• Data for this task
++++++

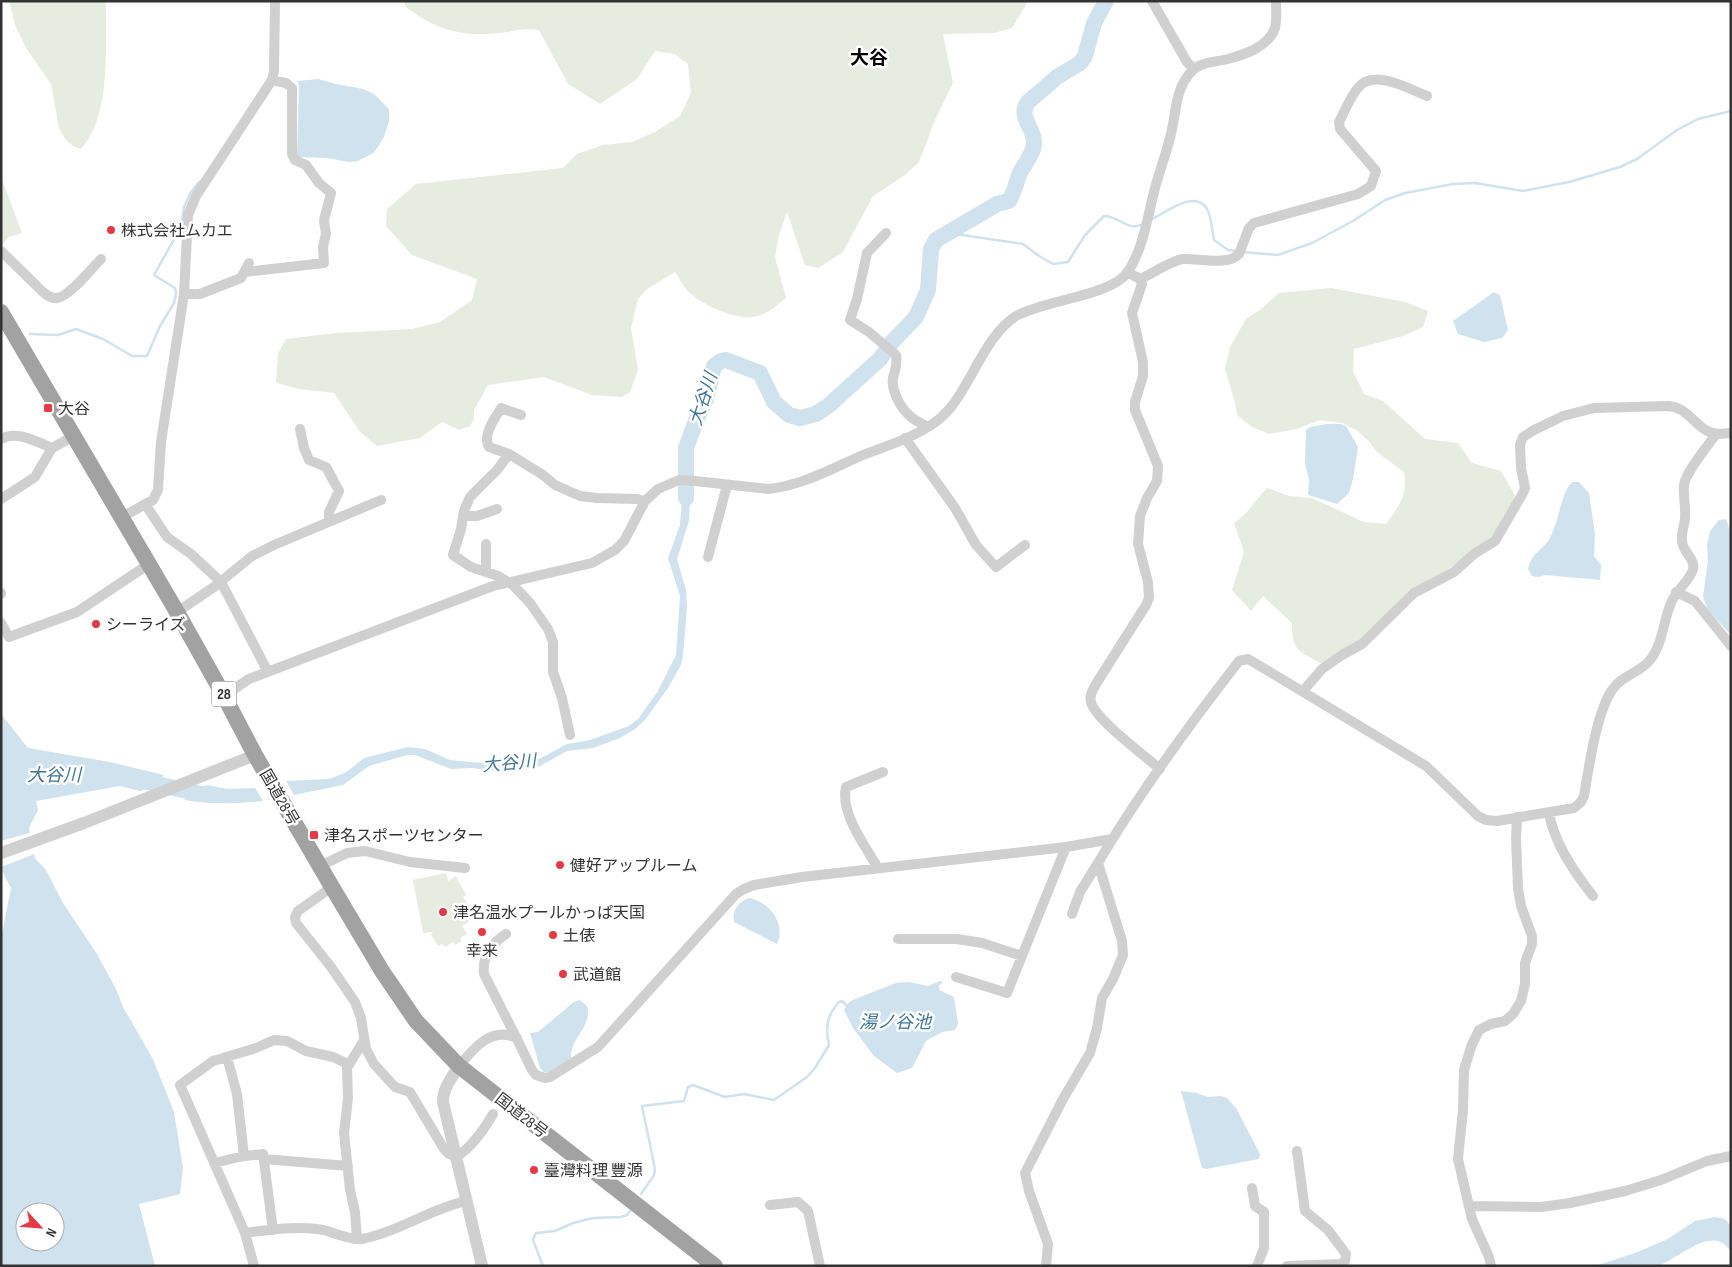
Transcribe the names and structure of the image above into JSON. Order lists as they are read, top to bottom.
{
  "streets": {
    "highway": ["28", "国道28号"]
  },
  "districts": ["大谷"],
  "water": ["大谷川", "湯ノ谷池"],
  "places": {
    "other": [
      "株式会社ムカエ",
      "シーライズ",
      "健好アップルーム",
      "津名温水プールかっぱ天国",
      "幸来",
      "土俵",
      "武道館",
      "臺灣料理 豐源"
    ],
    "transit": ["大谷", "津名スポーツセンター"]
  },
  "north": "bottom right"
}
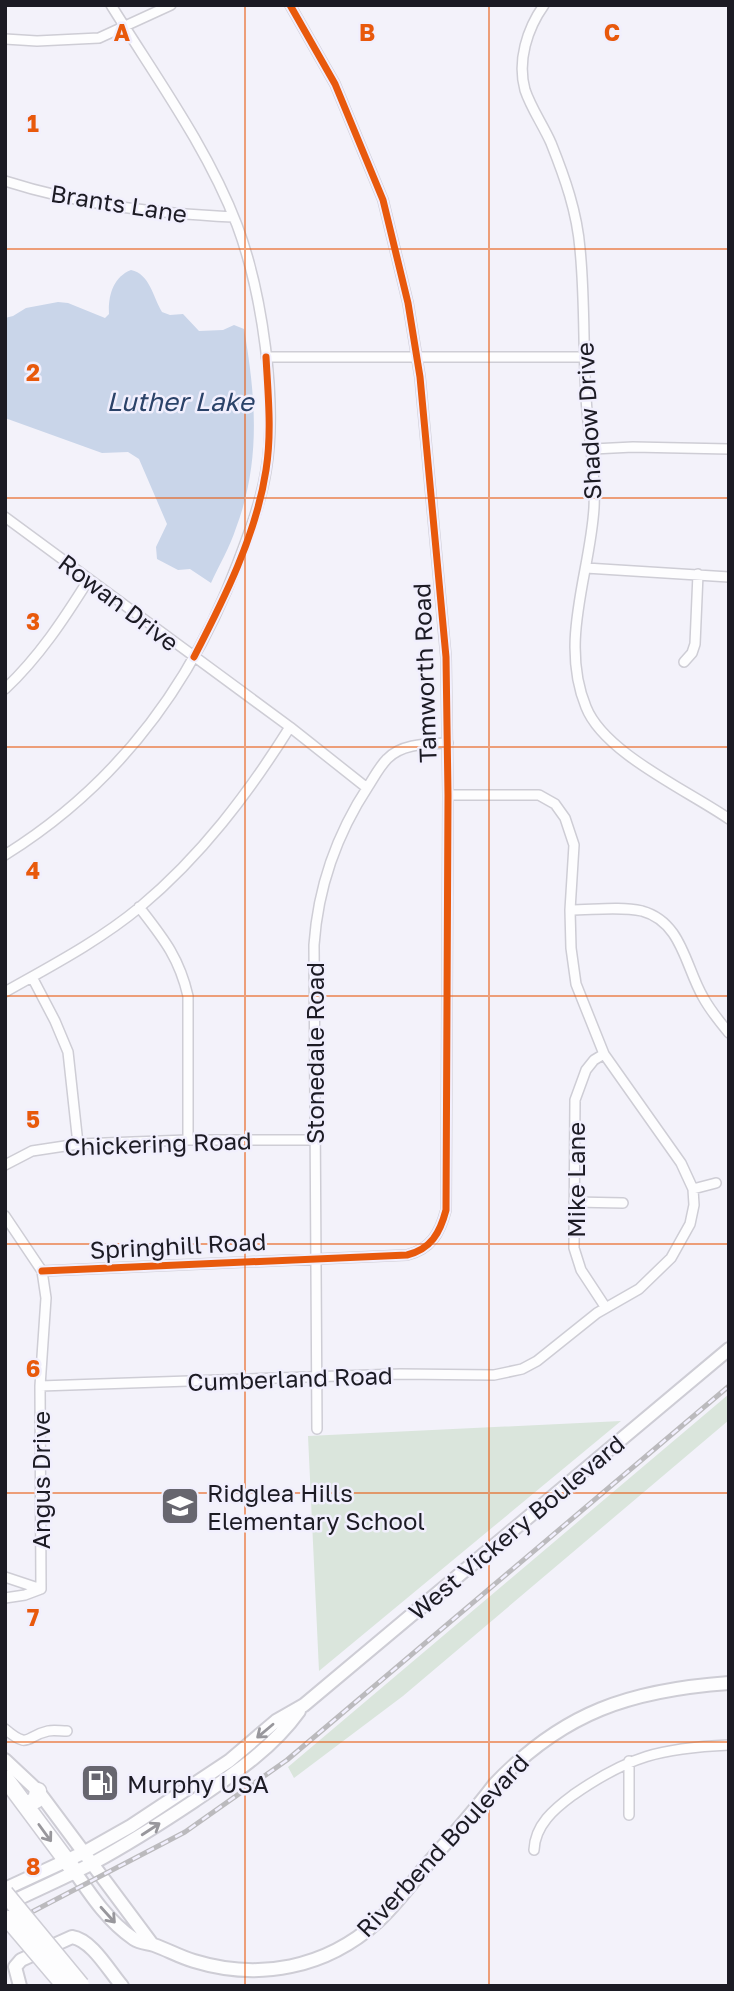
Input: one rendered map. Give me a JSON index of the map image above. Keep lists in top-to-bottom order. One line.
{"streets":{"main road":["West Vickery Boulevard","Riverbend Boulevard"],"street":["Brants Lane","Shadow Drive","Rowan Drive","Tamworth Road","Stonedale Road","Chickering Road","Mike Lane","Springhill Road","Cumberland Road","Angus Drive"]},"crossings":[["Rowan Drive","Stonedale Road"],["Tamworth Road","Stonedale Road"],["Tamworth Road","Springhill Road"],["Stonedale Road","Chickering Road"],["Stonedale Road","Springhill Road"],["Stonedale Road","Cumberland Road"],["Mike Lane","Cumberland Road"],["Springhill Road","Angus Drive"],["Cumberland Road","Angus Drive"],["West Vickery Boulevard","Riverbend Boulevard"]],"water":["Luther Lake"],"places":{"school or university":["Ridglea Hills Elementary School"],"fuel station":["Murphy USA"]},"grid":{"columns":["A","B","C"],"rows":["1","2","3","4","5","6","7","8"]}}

++++++

• What is being asked
No picture belongs in the answer; the rest of the records must be repeated exactly.

• Expected answer
Transcribe the names and structure of the image above into JSON. Order lists as they are read, top to bottom.
{
  "streets": {
    "highway": ["28", "国道28号"]
  },
  "districts": ["大谷"],
  "water": ["大谷川", "湯ノ谷池"],
  "places": {
    "other": [
      "株式会社ムカエ",
      "シーライズ",
      "健好アップルーム",
      "津名温水プールかっぱ天国",
      "幸来",
      "土俵",
      "武道館",
      "臺灣料理 豐源"
    ],
    "transit": ["大谷", "津名スポーツセンター"]
  },
  "north": "bottom right"
}
Input: one rendered map. Give me a JSON index of the map image above. Keep lists in top-to-bottom order. One line.
{"streets":{"main road":["West Vickery Boulevard","Riverbend Boulevard"],"street":["Brants Lane","Shadow Drive","Rowan Drive","Tamworth Road","Stonedale Road","Chickering Road","Mike Lane","Springhill Road","Cumberland Road","Angus Drive"]},"crossings":[["Rowan Drive","Stonedale Road"],["Tamworth Road","Stonedale Road"],["Tamworth Road","Springhill Road"],["Stonedale Road","Chickering Road"],["Stonedale Road","Springhill Road"],["Stonedale Road","Cumberland Road"],["Mike Lane","Cumberland Road"],["Springhill Road","Angus Drive"],["Cumberland Road","Angus Drive"],["West Vickery Boulevard","Riverbend Boulevard"]],"water":["Luther Lake"],"places":{"school or university":["Ridglea Hills Elementary School"],"fuel station":["Murphy USA"]},"grid":{"columns":["A","B","C"],"rows":["1","2","3","4","5","6","7","8"]}}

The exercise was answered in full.